Co usłyszy chińska delegacja?

O szczegółach tej wizyty mówił w "Faktach po Faktach" w TVN24 szef sejmowej komisji spraw zagranicznych i przewodniczący Rady do spraw Współpracy z Ukrainą Paweł Kowal. Jak przekazał, on również spotka się jutro z jednym z przedstawicieli zagranicznej delegacji, czyli szefem komisji rolnictwa z chińskiego parlamentu.
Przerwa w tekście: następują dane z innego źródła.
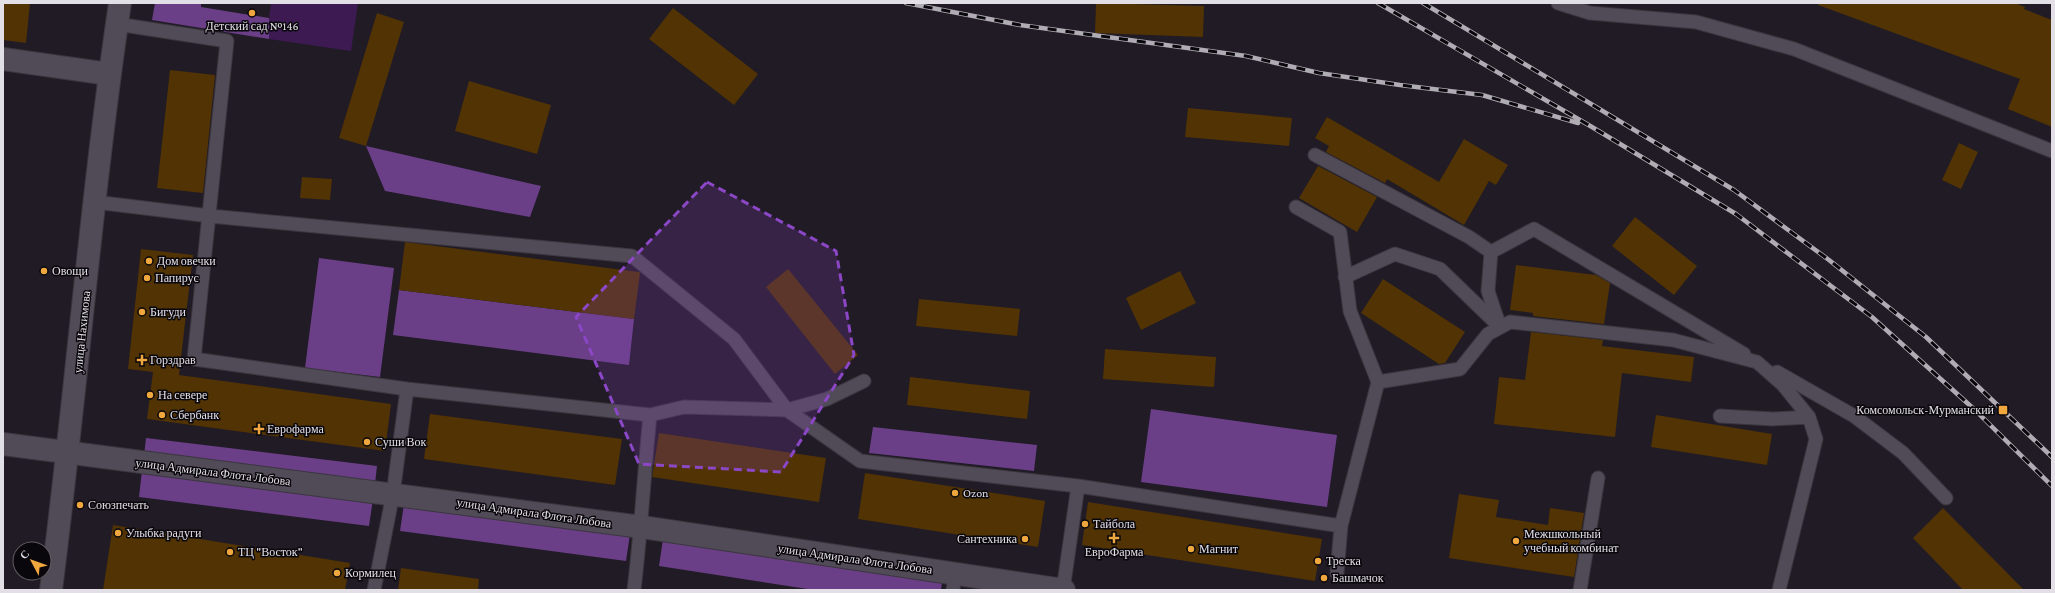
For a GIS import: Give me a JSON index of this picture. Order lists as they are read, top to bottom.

- Nie będzie zaskoczeniem, przynajmniej dla mojego gościa, ale myślę, że będzie podobnie u ministra Sikorskiego, że powiem jasno: trzeba w Moskwie powiedzieć "stop" - oświadczył.

Jego zdaniem, "skoro Chiny dzisiaj są tak istotne w kreowaniu polityki rosyjskiej", to dla Polski "koszty są ogromne". - Ja sobie nie życzę, żeby polscy obywatele na wschodzie (...) musieli słuchać alarmów i bać się o swoje życie - zaznaczył.
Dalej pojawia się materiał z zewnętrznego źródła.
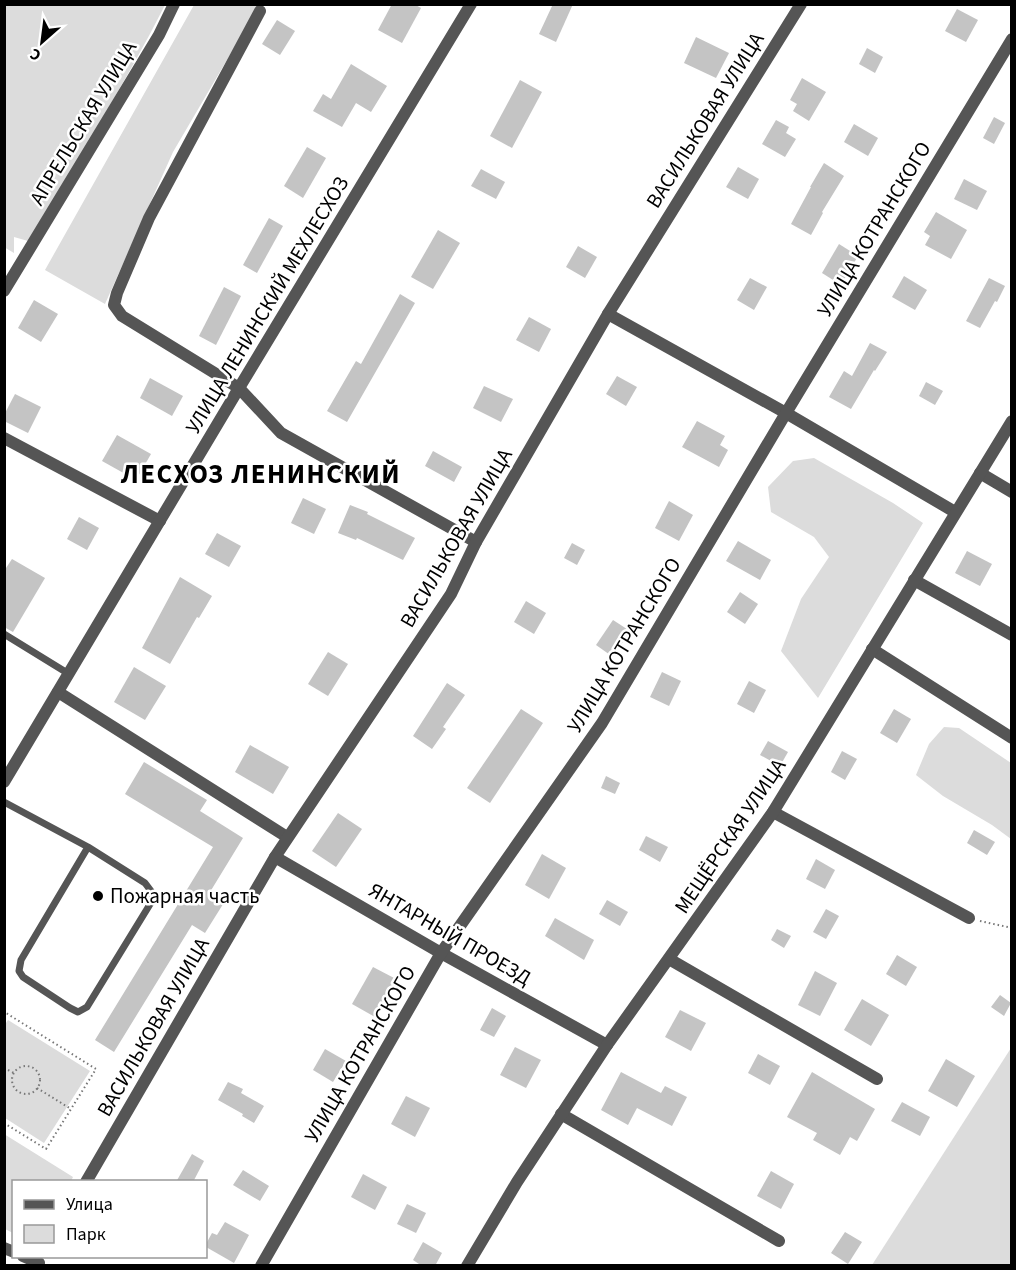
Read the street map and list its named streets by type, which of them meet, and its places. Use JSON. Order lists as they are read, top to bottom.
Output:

- Myślę, że to rzetelnie trzeba powiedzieć partnerom z Chin, którzy akurat jutro będą w Warszawie, będzie kilka delegacji, żeby to jasno rozumieli - mówił Kowal.

"Niech sami ocenią, czy to służy stabilizacji"

Na uwagę, że przedstawiciele Chin mogą deklarować, że są przeciwko eskalacji wojny, a jednocześnie nakłaniać do ponownego otworzenia granicy z Białorusią, Kowal oświadczył, że wtedy rząd "pokaże, jak wygląda granica". - Zaproszę naszych chińskich rozmówców tam, gdzie będę mógł, żeby pojechali zobaczyć granicę. Oni lubią spokój, lubią stabilizację. Niech sami ocenią, czy to służy stabilizacji - wyjaśniał.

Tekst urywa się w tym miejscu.